Dr Thulani Dlamini, the CEO of the Council for Scientific and Industrial Research (CSIR), on Friday said the council attracts the right skills, and it should use this to strengthen its image as a training ground for PhD graduates.
“The CSIR has the largest concentration of PhD graduates in this sector amongst South African universities, which is very important for us because this reflects the quality of research we do. [The graduates] are the people who are able to provide direction in terms of new research areas that we need to pursue,” said Dlamini.
Dlamini said this in his opening remarks at a meeting of the Human Resource Development Council (HRDC) held at the CSIR.
The meeting was preceded by a tour of delegates, which included Deputy President Cyril Ramaphosa.
The tour was an opportunity to meet young scientists.
Dlamini’s vision is firmly entrenched in the CSIR, as one young scientist caught up with news our department said he is making the most of every opportunity being availed by the CSIR.
Lesley Mapoko, an intern and scientist in training, said he wants to leave an indelible mark on the world class facility by the time his 12-month internship comes to an end.
“We have great supervisors here. They are rated amongst the world’s best researchers. We have all we need here, so getting a supervisor from here will be an achievement,” said Mapoko.
The 27-year-old Mapoko, who hails from the dusty streets of Ga-Matlala in Limpopo, joined the CSIR in January this year as an intern in polymer processing.
“Part of my tasks at the CSIR is to incorporate nanomaterials with polymers to strengthen the polymer. We want to toughen the properties of polymer, which is ‘plastic’ in your everyday language,” said Mapoko.
Mapoko explained that after putting the incorporated polymer through a testing machine, he takes it for characterisation, where he checks if the properties have improved. If the polymer passes the test, he takes it either for injection moulding or film blowing. Injection moulding produces plastic materials such as containers, whereas film blowing produces plastic bags that are used for packaging and shopping.
Mapoko completed a B. Tech in chemical engineering last year at the Tshwane University of Technology (TUT) and he is currently doing his second B. Tech in Project Management.
Changing lives through science
Dlamini said the work of the CSIR is important to improving everyday life in South Africa.
The CSIR has a staff complement of just under 3 800, and roughly 70% of the staff consists of scientists and technicians. About 350 of them are PhD graduates.

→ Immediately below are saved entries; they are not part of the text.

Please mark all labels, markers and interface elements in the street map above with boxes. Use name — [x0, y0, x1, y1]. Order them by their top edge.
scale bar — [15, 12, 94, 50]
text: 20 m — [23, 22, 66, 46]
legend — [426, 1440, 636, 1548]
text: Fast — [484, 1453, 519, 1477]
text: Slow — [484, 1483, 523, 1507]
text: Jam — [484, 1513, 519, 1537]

In encouraging more young people to join the ranks of the CSIR, Dlamini said the organisation offers an opportunity of killing two birds with one stone: one gets to acquire educational qualifications and work experience at the same time.

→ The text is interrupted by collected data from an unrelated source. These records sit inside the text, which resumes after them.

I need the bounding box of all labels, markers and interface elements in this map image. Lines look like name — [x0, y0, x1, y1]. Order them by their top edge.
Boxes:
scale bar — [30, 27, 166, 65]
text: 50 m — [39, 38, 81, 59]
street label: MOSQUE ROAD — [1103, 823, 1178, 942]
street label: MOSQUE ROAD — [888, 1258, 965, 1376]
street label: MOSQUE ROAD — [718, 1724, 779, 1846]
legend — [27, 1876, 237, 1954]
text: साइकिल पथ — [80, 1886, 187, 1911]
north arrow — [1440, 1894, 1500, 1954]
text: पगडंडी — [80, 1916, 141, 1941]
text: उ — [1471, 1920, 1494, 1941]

According to Dlamini, the CSIR has a budget of just over R170 million, which goes towards supporting programmes within capital development. Its turnover is about R2.7 billion, and just under R2 billion is raised through research for both public and private sector.
The CSIR has a national footprint but its main campus is in Pretoria.
Deputy President Ramaphosa, as chair of the HRDC, said he was pleased to learn that the CSIR generates its own revenue.
“… This is made possible by all these young scientists who work here,” said the Deputy President.